You may be asking about the other colors such as grey, white and black. While they are not really included in the color wheel, they are not of any primary, secondary or tertiary, they belong to the neutral group of colors.
The Color Wheel
When we look at the color wheel itself, it explains us more than just knowing which shade is warmer and cooler. As for every color next to each other, they produced a warmer or cooler version of the same pigment. The color wheel teaches us the right blending of colors to produce not just a secondary color or even a pure color. So knowing and getting familiarize with your shades is really a great skill in painting especially with watercolors. Another thing you need to reckon is the complementary colors which are best described as the ones opposite to each other in the wheel of colors.
Before going through the 5 creative ways on how to mix your watercolor paints, knowing more of color properties is a must for every painter too. The intensity by looking at the color is called saturation, however, saturation can never be referred to the brightness of a certain color for they have a huge difference in their properties. Saturation means having less of that in color then it turns out to be greyish. Brightness, on the other hand, is the amount of black or white that blends a color itself.
In order to produce saturated colors, the proper blending must be practice using a cooler and warmer color together, however, pigments always vary and the results are unpredictable. That is why a thorough practice and understanding of each property are a must in blending colors together.
We define value as by how darker or lighter a pigment is, this showcase the amount of light transparency it accumulates. Shades are the kind of pigments where we put on additional darker colors such as black. On the other hand, tint is the opposite of shades were you add lighter color such as white.
There is no secret in doing the right blending for colors, for example, if you wanted to make any color lighter, adding additional white or light is the key. Same principles go if you want to achieve a darker shade of a certain color, an extra more black for the desired color is the secret.
Watercolor painting requires versatility and the proper use of light in your medium to produce transparency which is acquired from continuous practice and a limitless blending of your chosen colors with different experimentation, you might have your own 5 creative ways on how to mix watercolor paints in no time.
- For an easier painting session, knowing what shades, tint, and hue will you be using is a must, that way you can easily incorporate all the colors you will need along the way.

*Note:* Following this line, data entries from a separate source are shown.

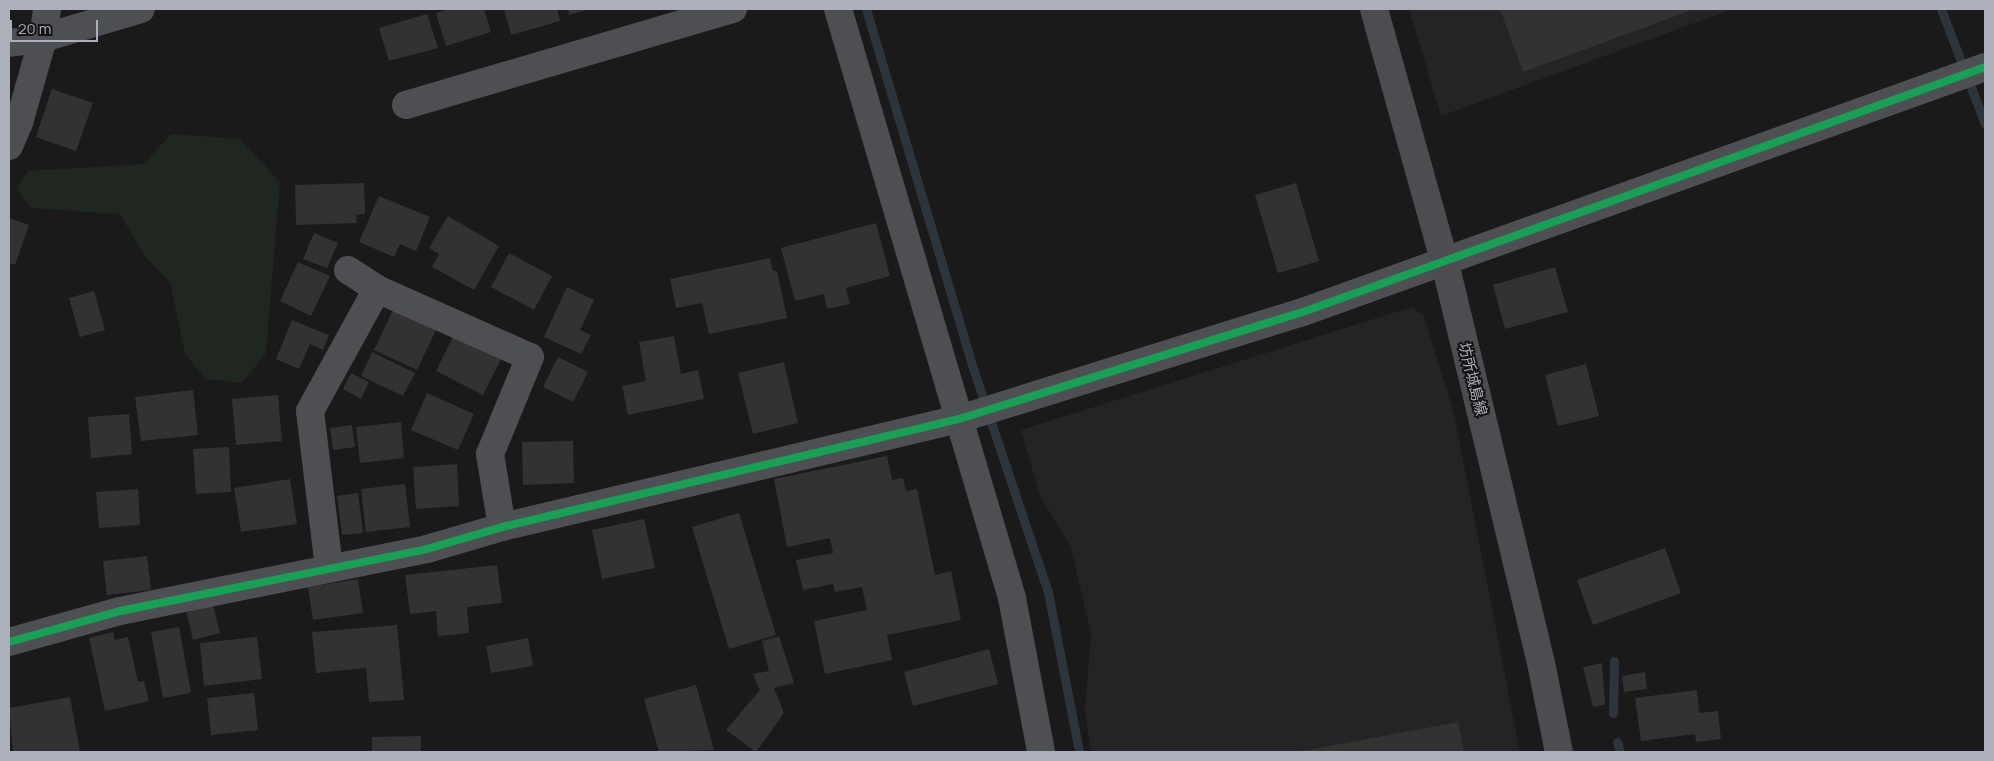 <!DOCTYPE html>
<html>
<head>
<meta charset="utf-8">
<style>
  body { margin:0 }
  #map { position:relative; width:1994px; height:761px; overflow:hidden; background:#1a1a1a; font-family:Manrope,"Noto Sans JP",sans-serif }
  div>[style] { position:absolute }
  .built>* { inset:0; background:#242426 }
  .green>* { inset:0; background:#202721 }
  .stream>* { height:9px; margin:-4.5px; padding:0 4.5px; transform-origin:4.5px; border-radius:4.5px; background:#2d353c }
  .building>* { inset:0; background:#323232 }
  .minor>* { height:28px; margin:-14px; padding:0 14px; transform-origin:14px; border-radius:14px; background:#4e4f53 }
  .secondary>* { height:28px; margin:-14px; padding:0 14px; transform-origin:14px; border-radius:14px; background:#4d4d51 }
  .cycleway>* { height:8px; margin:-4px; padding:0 4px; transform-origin:4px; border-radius:4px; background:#1a9f57 }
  span { translate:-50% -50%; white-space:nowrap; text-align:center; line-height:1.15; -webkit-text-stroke:4px #141416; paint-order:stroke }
  .street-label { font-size:15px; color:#acb0ba }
  .frame { position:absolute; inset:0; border:10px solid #acb0ba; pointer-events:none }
  .scale { position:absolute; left:10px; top:20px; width:88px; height:22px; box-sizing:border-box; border:2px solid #acb0ba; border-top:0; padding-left:6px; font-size:15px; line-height:18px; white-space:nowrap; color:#acb0ba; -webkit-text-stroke:4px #141416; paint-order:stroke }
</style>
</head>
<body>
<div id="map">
  <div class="built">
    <div style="clip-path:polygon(1409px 9px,1733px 9px,1441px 116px)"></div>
    <div style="clip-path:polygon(1412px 307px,1424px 316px,1454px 414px,1520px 752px,1091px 752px,1085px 711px,1091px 633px,1070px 545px,1040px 496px,1021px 430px)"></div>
  </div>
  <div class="green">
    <div style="clip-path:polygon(171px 134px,240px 139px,280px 182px,266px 353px,242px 383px,206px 379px,185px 354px,170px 282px,145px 256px,120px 214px,32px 208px,16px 189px,28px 171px,144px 164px)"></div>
  </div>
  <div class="stream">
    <div style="left:866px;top:9px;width:368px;rotate:73.4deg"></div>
    <div style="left:971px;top:362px;width:243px;rotate:71.5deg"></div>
    <div style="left:1048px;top:592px;width:163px;rotate:79deg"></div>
    <div style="left:1941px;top:9px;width:123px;rotate:69.1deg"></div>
    <div style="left:1613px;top:713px;width:52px;rotate:-88.9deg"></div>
    <div style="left:1617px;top:742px;width:10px;rotate:73deg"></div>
  </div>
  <div class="building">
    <div style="clip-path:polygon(451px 9px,484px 9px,491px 32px,446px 46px,436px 13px)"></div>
    <div style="clip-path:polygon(504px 9px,557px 9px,560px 21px,511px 35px)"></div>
    <div style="clip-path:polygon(568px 9px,589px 9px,569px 15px)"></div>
    <div style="clip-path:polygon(1500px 9px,1695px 9px,1523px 72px)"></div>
    <div style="clip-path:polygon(427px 14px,438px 48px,389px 61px,379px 28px)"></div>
    <div style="clip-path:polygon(52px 89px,93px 103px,76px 151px,36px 137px)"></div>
    <div style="clip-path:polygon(364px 183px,365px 214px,356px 215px,357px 223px,296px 225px,295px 185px)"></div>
    <div style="clip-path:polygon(1296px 183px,1319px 261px,1278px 273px,1255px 195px)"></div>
    <div style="clip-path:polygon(379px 196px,430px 217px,416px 251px,400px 244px,394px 257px,359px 242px)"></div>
    <div style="clip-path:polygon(448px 216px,499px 246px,474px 290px,432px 267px,439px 254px,429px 248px)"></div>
    <div style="clip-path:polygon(9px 218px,29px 225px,15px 265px,9px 263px)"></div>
    <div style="clip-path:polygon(876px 223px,890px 276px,846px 288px,850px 304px,827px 309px,824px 294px,795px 301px,781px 248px)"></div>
    <div style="clip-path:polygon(314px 233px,338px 243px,327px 268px,303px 259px)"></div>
    <div style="clip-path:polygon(509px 253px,552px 276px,534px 310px,491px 287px)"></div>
    <div style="clip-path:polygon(770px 258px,773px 271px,777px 271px,787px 318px,709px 334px,702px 303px,676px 308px,670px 279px)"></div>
    <div style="clip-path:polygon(298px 262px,330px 276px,311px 316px,280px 301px)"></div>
    <div style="clip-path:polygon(1555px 267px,1568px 312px,1505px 329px,1493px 285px)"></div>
    <div style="clip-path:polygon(567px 287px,594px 300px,580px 330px,591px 335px,581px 354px,544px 337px)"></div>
    <div style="clip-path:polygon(94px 291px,105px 330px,80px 337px,69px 298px)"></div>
    <div style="clip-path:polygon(393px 310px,436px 330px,417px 370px,374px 350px)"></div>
    <div style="clip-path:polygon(292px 320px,329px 335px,323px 350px,310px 344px,299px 369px,276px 359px)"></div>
    <div style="clip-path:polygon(454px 335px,501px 359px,483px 395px,436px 371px)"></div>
    <div style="clip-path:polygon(674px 336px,681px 374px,698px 370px,704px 399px,628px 415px,622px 386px,646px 381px,639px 342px)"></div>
    <div style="clip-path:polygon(372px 352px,415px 373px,403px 396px,361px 376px)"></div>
    <div style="clip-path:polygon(558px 357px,588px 372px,573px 402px,543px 387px)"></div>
    <div style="clip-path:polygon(784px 362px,798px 423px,753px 434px,738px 373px)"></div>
    <div style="clip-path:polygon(1586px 364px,1599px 416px,1558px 426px,1545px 375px)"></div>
    <div style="clip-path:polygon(351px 373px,369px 382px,361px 399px,343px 389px)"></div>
    <div style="clip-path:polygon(193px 390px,198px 435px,141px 441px,135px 397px)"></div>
    <div style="clip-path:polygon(427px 393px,474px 414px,458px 450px,411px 430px)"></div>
    <div style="clip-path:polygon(278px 395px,282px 441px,236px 445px,232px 399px)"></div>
    <div style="clip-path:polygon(129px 414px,132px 454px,91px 458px,88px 417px)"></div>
    <div style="clip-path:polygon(401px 422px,404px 458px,360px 463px,356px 427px)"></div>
    <div style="clip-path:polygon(352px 425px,355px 447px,333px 450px,330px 428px)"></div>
    <div style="clip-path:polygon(573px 441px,574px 483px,523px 485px,522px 442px)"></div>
    <div style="clip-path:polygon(229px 447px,231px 492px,196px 494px,193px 449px)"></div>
    <div style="clip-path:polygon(887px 456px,892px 480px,903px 478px,906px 491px,917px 489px,935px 575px,951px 571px,961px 620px,887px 635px,892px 660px,825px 674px,814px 621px,867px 610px,862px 587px,835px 592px,833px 584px,803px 590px,796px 560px,833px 553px,830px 538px,787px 547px,774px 479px)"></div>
    <div style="clip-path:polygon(457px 464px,459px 506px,416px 509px,413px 467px)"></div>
    <div style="clip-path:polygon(290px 479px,297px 524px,241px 532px,234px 488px)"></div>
    <div style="clip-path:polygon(405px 484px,410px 527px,366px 532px,361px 489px)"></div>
    <div style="clip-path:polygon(138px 489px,140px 525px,99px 528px,96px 492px)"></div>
    <div style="clip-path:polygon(358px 493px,363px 533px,342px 535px,337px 496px)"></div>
    <div style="clip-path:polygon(739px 513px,776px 635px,729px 649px,692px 527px)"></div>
    <div style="clip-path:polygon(644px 519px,655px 568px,602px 579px,592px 530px)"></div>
    <div style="clip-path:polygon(1665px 548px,1681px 593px,1593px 625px,1577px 580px)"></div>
    <div style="clip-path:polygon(147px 556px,151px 590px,107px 595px,103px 561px)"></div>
    <div style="clip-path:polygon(497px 565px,502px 603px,467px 607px,469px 633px,438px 636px,436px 611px,410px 614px,405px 575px)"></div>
    <div style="clip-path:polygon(358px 579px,363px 613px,313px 620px,308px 587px)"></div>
    <div style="clip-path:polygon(212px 600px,220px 633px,193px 640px,185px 606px)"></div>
    <div style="clip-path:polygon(397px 625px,404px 700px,369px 702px,366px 668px,316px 673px,312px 632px)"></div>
    <div style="clip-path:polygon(179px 627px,191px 693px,163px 698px,151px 632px)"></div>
    <div style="clip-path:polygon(113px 632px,115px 640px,128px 637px,138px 682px,144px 681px,149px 701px,105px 711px,89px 638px)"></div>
    <div style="clip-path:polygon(779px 636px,794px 683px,774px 688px,784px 713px,756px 752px,726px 730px,760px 690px,753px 674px,769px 671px,762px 641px)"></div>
    <div style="clip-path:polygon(257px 637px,262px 679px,204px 686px,200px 643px)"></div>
    <div style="clip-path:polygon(528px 638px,533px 666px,491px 673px,486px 646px)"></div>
    <div style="clip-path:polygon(989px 649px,998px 684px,913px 706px,904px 672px)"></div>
    <div style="clip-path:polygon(1602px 663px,1605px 705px,1593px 707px,1583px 667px)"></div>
    <div style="clip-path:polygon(1645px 672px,1647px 689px,1624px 692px,1622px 676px)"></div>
    <div style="clip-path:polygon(696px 685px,714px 750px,659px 752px,644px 699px)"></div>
    <div style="clip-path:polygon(1697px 690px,1699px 713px,1718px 711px,1721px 739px,1696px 742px,1695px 734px,1641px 741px,1635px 698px)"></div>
    <div style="clip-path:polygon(254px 693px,258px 730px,211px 735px,207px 698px)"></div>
    <div style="clip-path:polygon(70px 697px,80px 752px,13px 752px,9px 708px)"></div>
    <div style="clip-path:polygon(1458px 722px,1464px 752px,1302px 752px,1302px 751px)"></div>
    <div style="clip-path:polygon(421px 736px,421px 752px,372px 752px,372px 737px)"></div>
  </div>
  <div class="minor">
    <div style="left:838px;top:9px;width:614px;rotate:73.54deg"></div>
    <div style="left:1012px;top:598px;width:157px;rotate:79.3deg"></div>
    <div style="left:9px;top:43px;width:34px;rotate:-8deg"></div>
    <div style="left:43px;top:38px;width:102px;rotate:-16.5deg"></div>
    <div style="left:406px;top:105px;width:341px;rotate:-16.4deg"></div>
    <div style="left:9px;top:146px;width:25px;rotate:-67deg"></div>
    <div style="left:19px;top:123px;width:88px;rotate:-74.2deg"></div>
    <div style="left:43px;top:38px;width:29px;rotate:-82deg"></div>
    <div style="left:348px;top:270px;width:35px;rotate:33deg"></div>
    <div style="left:377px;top:289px;width:167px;rotate:24deg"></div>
    <div style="left:530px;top:357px;width:105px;rotate:112.4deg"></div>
    <div style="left:490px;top:454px;width:74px;rotate:80.7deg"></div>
    <div style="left:329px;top:568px;width:158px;rotate:-96.9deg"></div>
    <div style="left:310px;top:411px;width:139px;rotate:-61.2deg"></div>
    <div style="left:9px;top:642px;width:115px;rotate:-15.6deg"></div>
    <div style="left:120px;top:611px;width:313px;rotate:-11.4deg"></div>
    <div style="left:427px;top:549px;width:78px;rotate:-16.3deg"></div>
    <div style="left:502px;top:527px;width:470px;rotate:-13.3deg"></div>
    <div style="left:959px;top:419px;width:357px;rotate:-17.3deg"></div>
    <div style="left:1300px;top:313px;width:728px;rotate:-19.75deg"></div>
  </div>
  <div class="secondary">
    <div style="left:1374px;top:9px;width:260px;rotate:74.4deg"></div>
    <div style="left:1444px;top:259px;width:415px;rotate:76.5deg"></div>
    <div style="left:1541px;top:663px;width:91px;rotate:78.6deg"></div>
  </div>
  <div class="cycleway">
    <div style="left:9px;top:642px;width:115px;rotate:-15.6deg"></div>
    <div style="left:120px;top:611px;width:313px;rotate:-11.4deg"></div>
    <div style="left:427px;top:549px;width:78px;rotate:-16.3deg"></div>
    <div style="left:502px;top:527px;width:470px;rotate:-13.3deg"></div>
    <div style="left:959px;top:419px;width:357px;rotate:-17.3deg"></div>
    <div style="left:1300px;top:313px;width:728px;rotate:-19.75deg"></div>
  </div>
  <div class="street-label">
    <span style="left:1473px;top:379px;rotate:76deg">坊所城島線</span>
  </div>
  <div class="frame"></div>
  <div class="scale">20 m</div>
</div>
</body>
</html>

If you chose a certain color, toning it with the right amount of moisture is a good way to start.
- Don’t forget to clean your paintbrush properly allowing all the remaining paint to dissolve and leave the bristles, a little more squeeze or even a quick hug to a paper towel will save a mixture from having more water than needed.
- Put extra more paint in your palette to save you for later sessions, you’ll never know if you’ll be needing more. Better be ready for it.
- Keep that scratch of paper always next to you to check the desired color before applying it into your paper.
- Practice is the best way to know what you are doing and to further improve your skills.